Before, when I read about history I always focused on the big historical picture and events. After coming to Taiwan, I gradually started to understand more everyday things, like the procession of the Matsu sea goddess in Taiwan, which is an unusual experience for people from China.
Taipei struck me as a highly developed city, with high rises everywhere. However, I subsequently discovered that there are not as many of those buildings in Taipei as my hometown of Ningbo. I go back home to Ningbo every six months, and it changes a lot all the time.
Over the past three or more years I have learned to say "thanks," and queue up in lines. As a matter of fact, when I go back there I have a hard time competing in lines. Plus, my accent has changed as well, and some people even take me for a Taiwanese.
Zeng Yuting, Shih Hsin University Greater Chinese Student Union head, from Guangzhou, Fujien Province:
Just live the life you like
The Greater Chinese Student Union at Shih Hsin University has a lot of students from Hong Kong and Macau. A lot of them are somewhat alienated from mainland students or have a chip on their shoulder about mainlanders – giving off a derisive air especially when they hear the telltale harsher standard Mandarin accent.
Since I speak Cantonese, I thought if I were head of the Greater Chinese Student Union, I would be able to communicate freely with them, as well as bridge the distance between overseas Chinese students from Malaysia, Hong Kong and Macau, and those from the mainland proper.
Taiwanese campuses are populated nearly exclusively by ethnic Chinese, and are not "international" the way I'd imagined – as they are in Hong Kong, with people of all ethnicities studying together. To me that's what international means.
If I were to compare students from Taiwan and across the strait I would say that Taiwanese students know how to dress, while Chinese students bear down and study hard. But mainland students are better equipped competitively, whilst Taiwanese students have fairly pedestrian ideals.
For instance, a Taiwanese student might say they want to own a café and live the "cultured youth" lifestyle. Meanwhile, their Chinese counterparts without exception want to make a lot of money, and from a young age will voice big aspirations such as 'When I grow up I want to be a scientist.'
However, my dream is also to be a café proprietress. I guess that's the sort of influence Taiwan's lifestyle has had on me – causing me to come around to feeling that it's best to just live the life you want to live.
Cai Boyi, Tamkang University Senior from Lanzuo, Gansu Province:
Taiwan is still an isolated island
My generation was heavily influenced by Taiwanese popular culture from a young age. We liked Jay Chou in elementary school, and started listening to May Day in junior high. So somewhere within our character is the idealistic spirit, as well as the sense of humor, instilled by May Day.
I was born in Lanzhou, in Gansu province, and moved in a very large triangular pattern around to Guangzhou and Zhejiang province, so I'm used to change.
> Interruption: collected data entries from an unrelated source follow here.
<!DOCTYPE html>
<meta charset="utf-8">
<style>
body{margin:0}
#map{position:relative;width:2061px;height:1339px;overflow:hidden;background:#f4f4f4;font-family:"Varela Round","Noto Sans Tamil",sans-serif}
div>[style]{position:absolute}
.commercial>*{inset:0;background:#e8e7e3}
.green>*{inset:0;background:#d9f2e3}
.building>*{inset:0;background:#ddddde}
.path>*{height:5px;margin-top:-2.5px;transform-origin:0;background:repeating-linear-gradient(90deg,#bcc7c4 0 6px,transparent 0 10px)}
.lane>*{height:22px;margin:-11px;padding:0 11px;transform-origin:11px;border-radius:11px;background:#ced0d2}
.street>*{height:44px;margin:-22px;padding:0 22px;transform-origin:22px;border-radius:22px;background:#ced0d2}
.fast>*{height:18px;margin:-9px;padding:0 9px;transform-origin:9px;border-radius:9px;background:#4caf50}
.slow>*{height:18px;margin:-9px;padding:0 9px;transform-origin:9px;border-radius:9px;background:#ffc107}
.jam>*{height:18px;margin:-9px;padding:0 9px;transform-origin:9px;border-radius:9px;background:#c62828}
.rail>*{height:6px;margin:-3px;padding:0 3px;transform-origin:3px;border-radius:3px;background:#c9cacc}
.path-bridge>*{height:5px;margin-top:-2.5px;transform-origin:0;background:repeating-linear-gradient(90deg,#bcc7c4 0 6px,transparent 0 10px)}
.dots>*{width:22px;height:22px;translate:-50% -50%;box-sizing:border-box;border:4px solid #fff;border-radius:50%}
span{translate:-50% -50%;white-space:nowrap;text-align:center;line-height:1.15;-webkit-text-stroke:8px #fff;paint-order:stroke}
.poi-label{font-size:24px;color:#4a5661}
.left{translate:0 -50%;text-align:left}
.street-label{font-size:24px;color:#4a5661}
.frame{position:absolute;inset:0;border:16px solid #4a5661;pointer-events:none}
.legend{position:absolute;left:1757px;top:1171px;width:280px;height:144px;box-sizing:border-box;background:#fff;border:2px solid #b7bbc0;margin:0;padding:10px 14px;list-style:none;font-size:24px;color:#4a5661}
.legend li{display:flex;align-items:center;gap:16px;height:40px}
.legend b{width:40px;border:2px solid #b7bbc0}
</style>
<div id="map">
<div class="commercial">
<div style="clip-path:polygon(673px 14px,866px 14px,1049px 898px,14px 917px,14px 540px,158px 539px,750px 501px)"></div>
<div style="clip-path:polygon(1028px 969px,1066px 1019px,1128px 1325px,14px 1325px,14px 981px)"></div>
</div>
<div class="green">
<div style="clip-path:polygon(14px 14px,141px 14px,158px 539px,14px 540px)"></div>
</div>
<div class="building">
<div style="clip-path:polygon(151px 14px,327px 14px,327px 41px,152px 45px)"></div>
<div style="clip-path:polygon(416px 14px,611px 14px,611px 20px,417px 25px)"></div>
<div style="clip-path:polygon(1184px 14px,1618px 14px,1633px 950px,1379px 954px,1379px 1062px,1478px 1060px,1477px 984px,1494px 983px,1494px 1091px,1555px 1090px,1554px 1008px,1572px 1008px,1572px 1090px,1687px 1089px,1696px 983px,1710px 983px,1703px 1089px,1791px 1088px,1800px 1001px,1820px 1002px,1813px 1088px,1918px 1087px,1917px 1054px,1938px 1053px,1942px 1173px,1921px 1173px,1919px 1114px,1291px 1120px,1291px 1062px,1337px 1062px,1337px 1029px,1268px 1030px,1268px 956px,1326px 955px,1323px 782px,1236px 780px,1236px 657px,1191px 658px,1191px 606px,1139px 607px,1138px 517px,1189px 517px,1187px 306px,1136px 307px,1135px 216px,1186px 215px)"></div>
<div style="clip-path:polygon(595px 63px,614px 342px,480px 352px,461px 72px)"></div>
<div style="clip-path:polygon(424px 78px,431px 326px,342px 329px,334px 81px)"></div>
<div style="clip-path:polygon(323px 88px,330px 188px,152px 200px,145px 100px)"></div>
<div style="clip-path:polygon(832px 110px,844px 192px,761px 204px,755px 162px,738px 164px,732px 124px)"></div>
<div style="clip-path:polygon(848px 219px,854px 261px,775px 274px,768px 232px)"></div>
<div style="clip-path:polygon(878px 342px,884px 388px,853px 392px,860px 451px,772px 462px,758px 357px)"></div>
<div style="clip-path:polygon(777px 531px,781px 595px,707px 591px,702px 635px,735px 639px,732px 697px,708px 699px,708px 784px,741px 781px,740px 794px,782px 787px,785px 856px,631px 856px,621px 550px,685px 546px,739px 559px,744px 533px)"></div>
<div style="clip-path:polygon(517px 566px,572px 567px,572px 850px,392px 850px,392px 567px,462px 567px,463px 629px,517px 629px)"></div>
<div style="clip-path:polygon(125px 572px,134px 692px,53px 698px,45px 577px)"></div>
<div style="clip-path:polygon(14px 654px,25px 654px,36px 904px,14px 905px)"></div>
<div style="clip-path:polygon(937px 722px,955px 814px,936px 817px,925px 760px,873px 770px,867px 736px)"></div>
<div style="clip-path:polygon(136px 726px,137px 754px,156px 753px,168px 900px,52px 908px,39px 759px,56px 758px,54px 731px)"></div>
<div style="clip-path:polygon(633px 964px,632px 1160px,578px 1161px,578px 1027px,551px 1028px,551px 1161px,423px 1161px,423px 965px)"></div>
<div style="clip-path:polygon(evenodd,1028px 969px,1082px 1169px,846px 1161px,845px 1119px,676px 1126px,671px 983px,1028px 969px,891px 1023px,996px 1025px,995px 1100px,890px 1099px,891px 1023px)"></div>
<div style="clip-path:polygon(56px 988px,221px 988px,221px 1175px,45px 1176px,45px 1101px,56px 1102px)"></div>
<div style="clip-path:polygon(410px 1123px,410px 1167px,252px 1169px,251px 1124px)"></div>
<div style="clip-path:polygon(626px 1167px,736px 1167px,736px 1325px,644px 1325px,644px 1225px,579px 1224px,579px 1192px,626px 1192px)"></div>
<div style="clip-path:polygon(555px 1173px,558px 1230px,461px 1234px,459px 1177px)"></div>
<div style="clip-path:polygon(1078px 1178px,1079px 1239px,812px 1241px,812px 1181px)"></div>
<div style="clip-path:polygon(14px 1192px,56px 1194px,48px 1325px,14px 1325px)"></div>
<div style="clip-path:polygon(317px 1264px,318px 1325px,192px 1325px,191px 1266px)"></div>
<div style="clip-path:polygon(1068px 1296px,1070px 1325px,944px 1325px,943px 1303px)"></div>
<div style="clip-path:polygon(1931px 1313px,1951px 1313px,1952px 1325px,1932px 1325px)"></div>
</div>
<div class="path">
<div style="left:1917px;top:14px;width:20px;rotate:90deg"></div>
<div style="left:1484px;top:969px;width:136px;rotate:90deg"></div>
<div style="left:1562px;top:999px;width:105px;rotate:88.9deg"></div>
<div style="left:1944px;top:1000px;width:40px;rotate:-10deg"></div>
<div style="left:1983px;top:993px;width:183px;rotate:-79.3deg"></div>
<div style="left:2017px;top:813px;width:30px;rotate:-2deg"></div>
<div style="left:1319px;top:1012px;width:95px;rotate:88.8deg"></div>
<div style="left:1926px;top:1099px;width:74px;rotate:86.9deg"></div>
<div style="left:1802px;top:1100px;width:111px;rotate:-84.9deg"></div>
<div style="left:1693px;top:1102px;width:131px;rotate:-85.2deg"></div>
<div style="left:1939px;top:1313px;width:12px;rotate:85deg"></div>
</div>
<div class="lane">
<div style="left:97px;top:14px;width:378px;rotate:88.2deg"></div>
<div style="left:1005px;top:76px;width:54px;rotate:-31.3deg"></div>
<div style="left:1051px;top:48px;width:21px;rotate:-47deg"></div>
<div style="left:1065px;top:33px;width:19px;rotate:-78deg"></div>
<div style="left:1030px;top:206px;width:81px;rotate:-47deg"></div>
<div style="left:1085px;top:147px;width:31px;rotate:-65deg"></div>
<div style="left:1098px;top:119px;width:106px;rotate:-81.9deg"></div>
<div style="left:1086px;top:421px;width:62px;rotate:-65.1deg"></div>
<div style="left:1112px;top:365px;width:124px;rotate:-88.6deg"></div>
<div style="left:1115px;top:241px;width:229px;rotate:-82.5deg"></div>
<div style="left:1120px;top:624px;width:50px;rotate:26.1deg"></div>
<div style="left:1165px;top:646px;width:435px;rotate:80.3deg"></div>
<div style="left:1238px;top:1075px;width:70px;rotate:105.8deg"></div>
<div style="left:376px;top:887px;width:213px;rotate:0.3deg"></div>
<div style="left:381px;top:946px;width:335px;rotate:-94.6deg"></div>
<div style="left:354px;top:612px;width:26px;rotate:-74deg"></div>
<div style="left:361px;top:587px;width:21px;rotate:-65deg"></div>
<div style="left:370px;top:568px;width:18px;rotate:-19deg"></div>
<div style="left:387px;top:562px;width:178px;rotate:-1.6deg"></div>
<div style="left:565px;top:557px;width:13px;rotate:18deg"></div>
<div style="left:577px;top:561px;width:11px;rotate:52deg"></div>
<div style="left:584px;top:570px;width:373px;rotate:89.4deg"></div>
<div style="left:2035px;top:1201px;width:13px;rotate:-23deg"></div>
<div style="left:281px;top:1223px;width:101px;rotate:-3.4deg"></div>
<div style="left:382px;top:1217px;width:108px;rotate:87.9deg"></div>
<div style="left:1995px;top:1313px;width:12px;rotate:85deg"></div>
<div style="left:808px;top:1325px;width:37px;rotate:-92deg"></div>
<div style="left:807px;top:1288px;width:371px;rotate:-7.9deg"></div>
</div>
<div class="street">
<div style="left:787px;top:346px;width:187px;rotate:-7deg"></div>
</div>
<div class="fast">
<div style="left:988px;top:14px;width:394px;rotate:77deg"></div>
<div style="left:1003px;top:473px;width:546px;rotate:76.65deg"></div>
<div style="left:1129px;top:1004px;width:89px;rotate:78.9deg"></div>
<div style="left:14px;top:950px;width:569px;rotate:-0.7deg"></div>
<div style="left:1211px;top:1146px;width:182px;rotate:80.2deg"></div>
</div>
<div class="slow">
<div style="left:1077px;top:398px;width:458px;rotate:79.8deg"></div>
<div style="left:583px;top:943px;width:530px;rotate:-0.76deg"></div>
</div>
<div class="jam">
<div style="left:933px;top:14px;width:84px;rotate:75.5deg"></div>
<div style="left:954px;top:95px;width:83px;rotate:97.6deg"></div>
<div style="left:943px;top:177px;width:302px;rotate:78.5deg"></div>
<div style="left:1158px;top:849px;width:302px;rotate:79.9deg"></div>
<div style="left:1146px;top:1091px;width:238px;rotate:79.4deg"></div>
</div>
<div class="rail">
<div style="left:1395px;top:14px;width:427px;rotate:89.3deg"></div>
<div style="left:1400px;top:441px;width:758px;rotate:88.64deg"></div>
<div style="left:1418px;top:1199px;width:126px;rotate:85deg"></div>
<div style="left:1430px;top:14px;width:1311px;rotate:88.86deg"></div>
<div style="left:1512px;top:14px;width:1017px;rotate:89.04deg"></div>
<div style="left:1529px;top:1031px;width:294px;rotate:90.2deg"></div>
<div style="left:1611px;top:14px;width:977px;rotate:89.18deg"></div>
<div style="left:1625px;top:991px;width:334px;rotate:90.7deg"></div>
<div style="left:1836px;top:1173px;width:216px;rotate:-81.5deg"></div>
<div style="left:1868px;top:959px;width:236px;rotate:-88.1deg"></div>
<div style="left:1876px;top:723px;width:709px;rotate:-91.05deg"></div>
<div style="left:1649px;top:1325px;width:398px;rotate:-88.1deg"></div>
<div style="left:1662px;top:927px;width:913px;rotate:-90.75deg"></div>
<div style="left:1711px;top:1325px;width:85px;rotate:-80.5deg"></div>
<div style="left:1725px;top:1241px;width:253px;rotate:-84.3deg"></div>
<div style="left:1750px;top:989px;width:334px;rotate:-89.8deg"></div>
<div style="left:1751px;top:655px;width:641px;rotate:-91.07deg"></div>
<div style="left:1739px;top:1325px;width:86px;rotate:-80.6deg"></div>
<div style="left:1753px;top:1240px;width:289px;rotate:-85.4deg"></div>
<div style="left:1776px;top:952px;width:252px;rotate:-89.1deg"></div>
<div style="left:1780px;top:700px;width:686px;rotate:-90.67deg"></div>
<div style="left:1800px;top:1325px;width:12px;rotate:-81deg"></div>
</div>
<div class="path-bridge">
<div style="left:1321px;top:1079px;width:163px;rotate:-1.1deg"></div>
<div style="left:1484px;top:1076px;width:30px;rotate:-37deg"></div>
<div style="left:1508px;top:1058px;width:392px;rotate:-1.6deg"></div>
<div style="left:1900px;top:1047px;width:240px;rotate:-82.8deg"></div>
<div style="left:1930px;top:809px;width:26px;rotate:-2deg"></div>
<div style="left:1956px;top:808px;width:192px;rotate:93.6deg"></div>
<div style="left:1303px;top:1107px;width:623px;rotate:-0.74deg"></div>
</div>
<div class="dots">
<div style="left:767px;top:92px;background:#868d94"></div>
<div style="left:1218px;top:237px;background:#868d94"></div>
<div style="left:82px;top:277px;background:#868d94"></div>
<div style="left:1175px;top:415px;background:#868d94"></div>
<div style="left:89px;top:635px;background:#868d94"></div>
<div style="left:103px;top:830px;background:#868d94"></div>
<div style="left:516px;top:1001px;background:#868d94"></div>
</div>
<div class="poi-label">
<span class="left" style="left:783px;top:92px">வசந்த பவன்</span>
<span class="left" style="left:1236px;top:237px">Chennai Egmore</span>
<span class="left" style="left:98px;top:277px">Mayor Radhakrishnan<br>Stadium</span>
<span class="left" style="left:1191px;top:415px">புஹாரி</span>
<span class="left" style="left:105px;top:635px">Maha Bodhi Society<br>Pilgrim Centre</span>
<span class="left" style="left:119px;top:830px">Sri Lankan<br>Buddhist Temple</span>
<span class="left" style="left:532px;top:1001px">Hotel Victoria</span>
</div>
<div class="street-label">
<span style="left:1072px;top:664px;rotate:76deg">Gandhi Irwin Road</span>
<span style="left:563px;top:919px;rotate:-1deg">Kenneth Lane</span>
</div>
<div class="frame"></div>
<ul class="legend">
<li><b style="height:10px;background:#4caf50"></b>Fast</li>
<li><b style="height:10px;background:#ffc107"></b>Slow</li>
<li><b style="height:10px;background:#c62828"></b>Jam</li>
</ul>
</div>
Since coming to live in Taiwan, while I never took such a fanciful view, a lot of my compatriots have had their dreams shattered here.
Even though Chinese is spoken on both sides of the strait and we share a language in common, the gaps in ways of thinking and values between the two sides are actually quite huge. My Taiwanese classmates are mostly concerned about what to eat, where to go to have a good time, and what makes them laugh.
I wrote a piece called "The Isolated Island and the Towering Wall" about this. We have no choice when it comes to China's towering wall, as it has been erected by the state machine. Yet one can still think of ways to get around or over that wall. But for Taiwan and its state as an isolated island, you can chose for yourself if you want to be isolated from information.
Over the three years that I've been here in Taiwan, more and more students are paying more attention what is going on in society, yet I still often feel that Taiwan is still very much an island in isolation.